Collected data
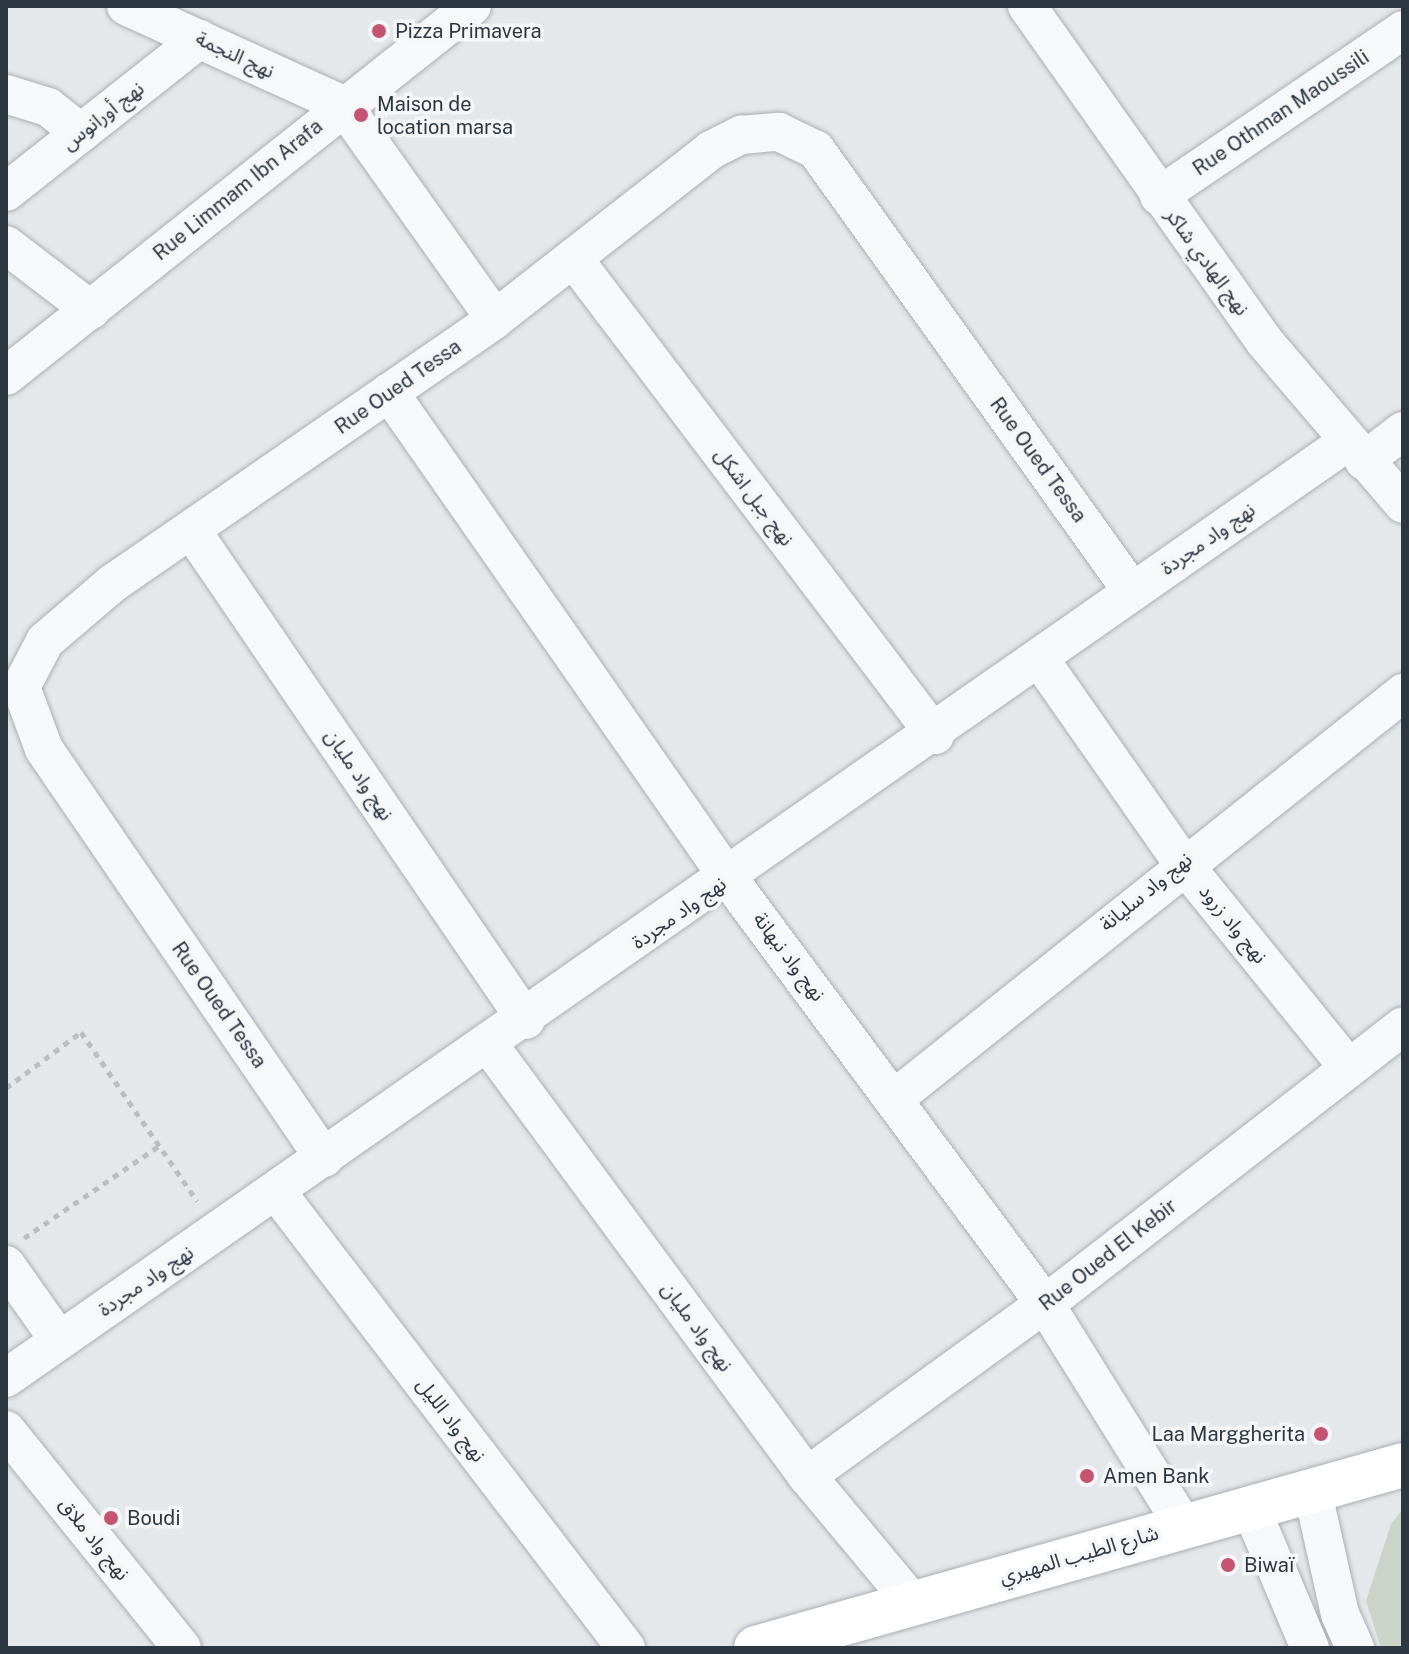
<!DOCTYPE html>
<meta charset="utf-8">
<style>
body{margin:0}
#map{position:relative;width:1409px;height:1654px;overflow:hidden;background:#e4e8eb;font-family:"Public Sans","Noto Sans Arabic",sans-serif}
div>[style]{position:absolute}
.green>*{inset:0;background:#cbd4c6}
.path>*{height:5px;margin-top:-2.5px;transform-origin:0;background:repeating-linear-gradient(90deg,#babec2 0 6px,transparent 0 12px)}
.roads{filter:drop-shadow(0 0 2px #a9afb5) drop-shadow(0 0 2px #a9afb5)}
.minor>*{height:38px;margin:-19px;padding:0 19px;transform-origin:19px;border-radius:19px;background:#f7f8f9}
.major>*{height:44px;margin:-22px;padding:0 22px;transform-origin:22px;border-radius:22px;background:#fff}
.dots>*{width:22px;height:22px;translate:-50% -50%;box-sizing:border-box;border:4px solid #f4f6f8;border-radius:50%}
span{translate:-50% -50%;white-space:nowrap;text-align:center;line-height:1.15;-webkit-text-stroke:7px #f4f6f8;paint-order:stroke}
.poi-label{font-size:20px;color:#2d3742}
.left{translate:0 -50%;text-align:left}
.right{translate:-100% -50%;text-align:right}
.street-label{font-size:20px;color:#2d3742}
.frame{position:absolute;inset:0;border:8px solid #2d3742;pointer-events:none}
</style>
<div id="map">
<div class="green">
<div style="clip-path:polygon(1403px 1509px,1403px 1648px,1381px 1648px,1366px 1601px,1391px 1524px)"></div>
</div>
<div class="path">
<div style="left:6px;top:1088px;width:94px;rotate:-36.7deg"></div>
<div style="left:81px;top:1032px;width:205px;rotate:55.5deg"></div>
<div style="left:24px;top:1238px;width:163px;rotate:-34.3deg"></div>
</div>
<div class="roads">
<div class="minor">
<div style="left:126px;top:6px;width:239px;rotate:24.5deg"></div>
<div style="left:343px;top:105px;width:262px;rotate:54.6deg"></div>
<div style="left:1027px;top:6px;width:410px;rotate:54.7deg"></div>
<div style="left:1264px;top:341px;width:214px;rotate:49.5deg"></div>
<div style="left:6px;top:94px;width:44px;rotate:17.2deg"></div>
<div style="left:48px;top:107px;width:42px;rotate:38.2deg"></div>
<div style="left:6px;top:192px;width:247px;rotate:-38.3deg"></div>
<div style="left:1159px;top:196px;width:295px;rotate:-34.2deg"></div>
<div style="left:6px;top:245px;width:107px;rotate:37.4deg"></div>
<div style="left:573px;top:258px;width:599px;rotate:52.8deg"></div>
<div style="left:6px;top:376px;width:595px;rotate:-38.45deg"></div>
<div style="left:389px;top:392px;width:594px;rotate:55.08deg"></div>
<div style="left:729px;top:879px;width:530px;rotate:53.37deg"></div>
<div style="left:1045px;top:1304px;width:261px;rotate:58deg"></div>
<div style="left:1364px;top:461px;width:49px;rotate:-37.6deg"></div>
<div style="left:192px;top:531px;width:592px;rotate:55.67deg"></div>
<div style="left:1039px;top:658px;width:249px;rotate:55deg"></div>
<div style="left:1182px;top:862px;width:265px;rotate:51deg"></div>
<div style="left:489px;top:1045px;width:536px;rotate:53.58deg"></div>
<div style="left:807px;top:1476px;width:165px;rotate:50.2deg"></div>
<div style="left:895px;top:1098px;width:650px;rotate:-38.56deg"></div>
<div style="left:324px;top:1158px;width:496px;rotate:-124.4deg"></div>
<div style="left:44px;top:749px;width:66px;rotate:-110.4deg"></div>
<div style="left:21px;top:687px;width:52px;rotate:-62.4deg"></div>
<div style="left:45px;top:641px;width:89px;rotate:-40.5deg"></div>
<div style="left:113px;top:583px;width:464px;rotate:-34.6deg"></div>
<div style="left:495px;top:319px;width:274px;rotate:-38deg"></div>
<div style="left:711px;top:150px;width:34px;rotate:-27deg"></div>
<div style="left:741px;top:135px;width:38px;rotate:-5deg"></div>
<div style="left:779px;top:132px;width:41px;rotate:25.9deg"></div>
<div style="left:816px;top:150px;width:543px;rotate:54.38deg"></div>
<div style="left:276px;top:1191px;width:576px;rotate:52.55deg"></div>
<div style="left:6px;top:1265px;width:92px;rotate:54.8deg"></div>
<div style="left:6px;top:1378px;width:1635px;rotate:-34.91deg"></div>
<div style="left:6px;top:1430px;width:280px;rotate:51.1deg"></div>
<div style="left:807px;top:1476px;width:294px;rotate:-35.9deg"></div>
<div style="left:1045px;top:1304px;width:453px;rotate:-37.8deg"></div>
<div style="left:1312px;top:1489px;width:128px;rotate:77.4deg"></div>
<div style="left:1340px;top:1614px;width:37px;rotate:66deg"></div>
<div style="left:1250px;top:1506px;width:154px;rotate:67.1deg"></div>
</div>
<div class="major">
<div style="left:756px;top:1648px;width:672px;rotate:-15.79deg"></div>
</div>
</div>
<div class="dots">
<div style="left:379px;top:31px;background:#c55470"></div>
<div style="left:361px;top:115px;background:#c55470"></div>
<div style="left:1321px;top:1434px;background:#c55470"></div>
<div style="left:1087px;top:1476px;background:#c55470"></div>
<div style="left:111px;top:1518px;background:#c55470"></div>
<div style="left:1228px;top:1565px;background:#c55470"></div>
</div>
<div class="poi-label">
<span class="left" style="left:395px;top:31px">Pizza Primavera</span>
<span class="left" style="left:377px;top:116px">Maison de<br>location marsa</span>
<span class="right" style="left:1305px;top:1434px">Laa Marggherita</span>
<span class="left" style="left:1103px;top:1476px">Amen Bank</span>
<span class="left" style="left:127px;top:1518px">Boudi</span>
<span class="left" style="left:1244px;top:1565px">Biwaï</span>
</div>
<div class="street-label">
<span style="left:235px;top:55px;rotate:25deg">نهج النجمة</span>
<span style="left:1281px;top:113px;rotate:-34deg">Rue Othman Maoussili</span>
<span style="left:103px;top:116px;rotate:-38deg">نهج أورانوس</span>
<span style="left:238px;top:190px;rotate:-39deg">Rue Limmam Ibn Arafa</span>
<span style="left:1207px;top:262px;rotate:54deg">نهج الهادي شاكر</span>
<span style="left:398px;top:387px;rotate:-35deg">Rue Oued Tessa</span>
<span style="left:1038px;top:460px;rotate:54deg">Rue Oued Tessa</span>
<span style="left:754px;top:497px;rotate:53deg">نهج جبل اشكل</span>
<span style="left:1208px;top:539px;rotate:-35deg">نهج واد مجردة</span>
<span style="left:359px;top:775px;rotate:56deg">نهج واد مليان</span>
<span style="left:1146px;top:892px;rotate:-39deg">نهج واد سليانة</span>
<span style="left:679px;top:913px;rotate:-35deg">نهج واد مجردة</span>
<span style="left:1233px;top:924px;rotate:51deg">نهج واد زرود</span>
<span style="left:789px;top:957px;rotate:53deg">نهج واد نبهانة</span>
<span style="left:219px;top:1005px;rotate:55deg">Rue Oued Tessa</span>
<span style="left:1108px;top:1255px;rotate:-38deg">Rue Oued El Kebir</span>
<span style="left:146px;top:1281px;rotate:-34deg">نهج واد مجردة</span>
<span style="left:697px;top:1327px;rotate:54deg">نهج واد مليان</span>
<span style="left:451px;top:1420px;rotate:53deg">نهج واد الليل</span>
<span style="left:94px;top:1539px;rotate:51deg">نهج واد ملاق</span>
<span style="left:1079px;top:1555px;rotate:-16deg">شارع الطيب المهيري</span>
</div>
<div class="frame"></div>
</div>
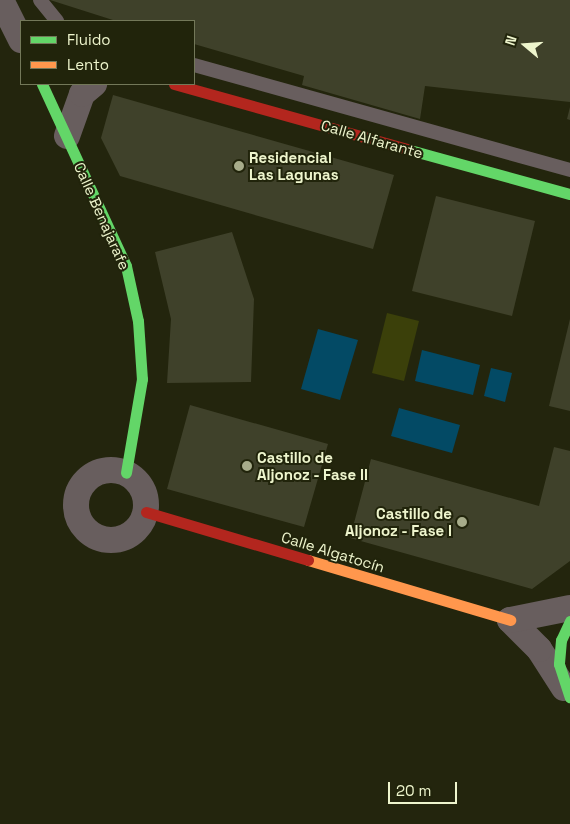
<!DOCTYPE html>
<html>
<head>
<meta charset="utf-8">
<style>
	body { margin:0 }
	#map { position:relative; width:570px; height:824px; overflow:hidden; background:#23250d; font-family:"Space Grotesk",sans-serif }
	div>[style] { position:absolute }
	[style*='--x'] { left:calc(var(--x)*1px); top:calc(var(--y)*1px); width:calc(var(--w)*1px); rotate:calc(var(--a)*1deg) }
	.green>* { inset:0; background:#3b400a }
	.water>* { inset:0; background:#034a65 }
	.building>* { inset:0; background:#3f412a }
	.lane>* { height:14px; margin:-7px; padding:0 7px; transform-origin:7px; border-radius:7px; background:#685e5e }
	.street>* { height:26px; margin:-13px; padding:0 13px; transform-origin:13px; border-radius:13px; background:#685e5e }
	.street>.ring { margin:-13px; padding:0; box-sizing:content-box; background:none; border:26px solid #685e5e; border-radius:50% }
	.fast>* { height:11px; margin:-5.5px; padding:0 5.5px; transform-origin:5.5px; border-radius:5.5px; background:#63d668 }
	.slow>* { height:11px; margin:-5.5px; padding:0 5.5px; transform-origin:5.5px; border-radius:5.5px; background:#ff974d }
	.jam>* { height:11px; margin:-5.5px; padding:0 5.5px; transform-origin:5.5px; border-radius:5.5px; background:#b3261e }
	.dots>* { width:14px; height:14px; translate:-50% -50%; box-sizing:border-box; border:2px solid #21240b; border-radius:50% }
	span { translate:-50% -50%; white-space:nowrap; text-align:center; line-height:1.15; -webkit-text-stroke:4px #21240b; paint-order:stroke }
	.street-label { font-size:15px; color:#eef5cd }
	.poi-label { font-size:15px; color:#eef5cd; font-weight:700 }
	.left { translate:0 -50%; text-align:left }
	.right { translate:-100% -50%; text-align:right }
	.legend { position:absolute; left:20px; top:20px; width:175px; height:65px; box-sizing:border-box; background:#21240b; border:1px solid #737859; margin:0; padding:6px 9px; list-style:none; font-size:15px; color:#eef5cd }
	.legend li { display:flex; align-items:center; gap:10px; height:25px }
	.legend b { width:25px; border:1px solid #737859 }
	.north { position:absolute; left:500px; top:20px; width:50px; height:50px; -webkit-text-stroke:4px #21240b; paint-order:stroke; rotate:288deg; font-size:14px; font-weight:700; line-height:20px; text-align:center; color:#eef5cd }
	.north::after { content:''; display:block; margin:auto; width:18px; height:22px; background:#eef5cd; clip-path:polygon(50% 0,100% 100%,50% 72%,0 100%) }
	.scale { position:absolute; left:388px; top:782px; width:69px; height:22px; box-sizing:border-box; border:2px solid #eef5cd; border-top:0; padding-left:6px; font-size:15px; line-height:18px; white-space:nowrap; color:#eef5cd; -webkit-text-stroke:4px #21240b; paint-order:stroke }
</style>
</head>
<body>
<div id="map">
	<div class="green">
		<i style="clip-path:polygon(387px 313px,419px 321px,404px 381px,372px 373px)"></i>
	</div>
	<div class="water">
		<i style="clip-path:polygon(318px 329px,358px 340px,340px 400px,301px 389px)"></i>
		<i style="clip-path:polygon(422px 350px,480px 365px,473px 395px,415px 381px)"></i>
		<i style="clip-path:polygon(491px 368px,512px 373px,505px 402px,484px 396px)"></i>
		<i style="clip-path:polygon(399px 408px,460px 425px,452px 453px,391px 436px)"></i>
	</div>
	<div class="building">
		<i style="clip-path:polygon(50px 0,570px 0,570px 102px,425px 86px,420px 119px,302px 85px,304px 76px,194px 44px,194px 21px,116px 21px)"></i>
		<i style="clip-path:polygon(113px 95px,394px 175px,373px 249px,120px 176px,101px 138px)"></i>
		<i style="clip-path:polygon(570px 107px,570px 120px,567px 119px)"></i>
		<i style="clip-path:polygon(436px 196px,535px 221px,512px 316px,412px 291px)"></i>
		<i style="clip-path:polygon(232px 232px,254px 299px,251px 382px,167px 383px,171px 319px,155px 252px)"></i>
		<i style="clip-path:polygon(570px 319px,570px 411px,549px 406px)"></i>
		<i style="clip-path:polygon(190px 405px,328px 444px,304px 527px,167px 489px)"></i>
		<i style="clip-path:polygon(554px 447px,570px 451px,570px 561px,532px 589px,350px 538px,371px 459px,539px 506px)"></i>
	</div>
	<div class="lane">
		<i style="--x:40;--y:0;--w:27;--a:51"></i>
		<i style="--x:194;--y:65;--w:390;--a:15.6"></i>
	</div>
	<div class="street">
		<i style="--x:1;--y:0;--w:45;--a:63.4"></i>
		<i style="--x:67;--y:136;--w:45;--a:-70.3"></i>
		<i style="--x:82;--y:94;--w:16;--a:-40"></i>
		<i class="ring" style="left:76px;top:470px;width:44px;height:44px"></i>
		<i style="--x:564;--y:688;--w:46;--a:-122.7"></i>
		<i style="--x:539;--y:649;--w:41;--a:-135"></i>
		<i style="--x:510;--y:620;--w:61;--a:-11.3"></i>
	</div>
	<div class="fast">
		<i style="--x:42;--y:84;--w:200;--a:65.2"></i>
		<i style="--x:126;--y:266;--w:56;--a:77.7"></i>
		<i style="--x:138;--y:321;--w:58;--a:86.1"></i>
		<i style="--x:142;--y:379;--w:95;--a:99.7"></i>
		<i style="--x:410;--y:150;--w:166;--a:15.4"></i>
		<i style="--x:570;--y:621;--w:21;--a:115"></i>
		<i style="--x:561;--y:640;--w:24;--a:95"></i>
		<i style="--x:559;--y:664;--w:35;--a:72"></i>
	</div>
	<div class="slow">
		<i style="--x:308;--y:560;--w:211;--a:16.5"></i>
	</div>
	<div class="jam">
		<i style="--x:174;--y:84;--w:245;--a:15.6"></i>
		<i style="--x:146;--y:512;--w:169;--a:16.5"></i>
	</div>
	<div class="dots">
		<i style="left:239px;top:166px;background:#a7ac8a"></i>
		<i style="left:247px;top:466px;background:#a7ac8a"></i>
		<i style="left:462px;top:522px;background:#a7ac8a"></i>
	</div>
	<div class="street-label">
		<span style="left:372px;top:139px;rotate:16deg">Calle Alfarante</span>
		<span style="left:102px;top:216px;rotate:66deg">Calle Benajarafe</span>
		<span style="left:333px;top:552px;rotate:17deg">Calle Algatocín</span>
	</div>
	<div class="poi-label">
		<span class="left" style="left:249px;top:166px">Residencial<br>Las Lagunas</span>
		<span class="left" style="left:257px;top:466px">Castillo de<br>Aljonoz - Fase II</span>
		<span class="right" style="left:452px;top:522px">Castillo de<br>Aljonoz - Fase I</span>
	</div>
	<ul class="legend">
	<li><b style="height:6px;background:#63d668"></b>Fluido</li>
	<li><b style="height:6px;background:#ff974d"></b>Lento</li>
	</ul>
	<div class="north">N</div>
	<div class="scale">20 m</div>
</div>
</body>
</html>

ABOUT THIS EXERCISE
Only the lines above from the one with "translate:-50% -50%; white-space:nowrap;" through the one with "font-size:15px; color:#eef5cd; font-weight:700" should be duplicated, character for character.

RESULT FOR THIS EXERCISE
	span { translate:-50% -50%; white-space:nowrap; text-align:center; line-height:1.15; -webkit-text-stroke:4px #21240b; paint-order:stroke }
	.street-label { font-size:15px; color:#eef5cd }
	.poi-label { font-size:15px; color:#eef5cd; font-weight:700 }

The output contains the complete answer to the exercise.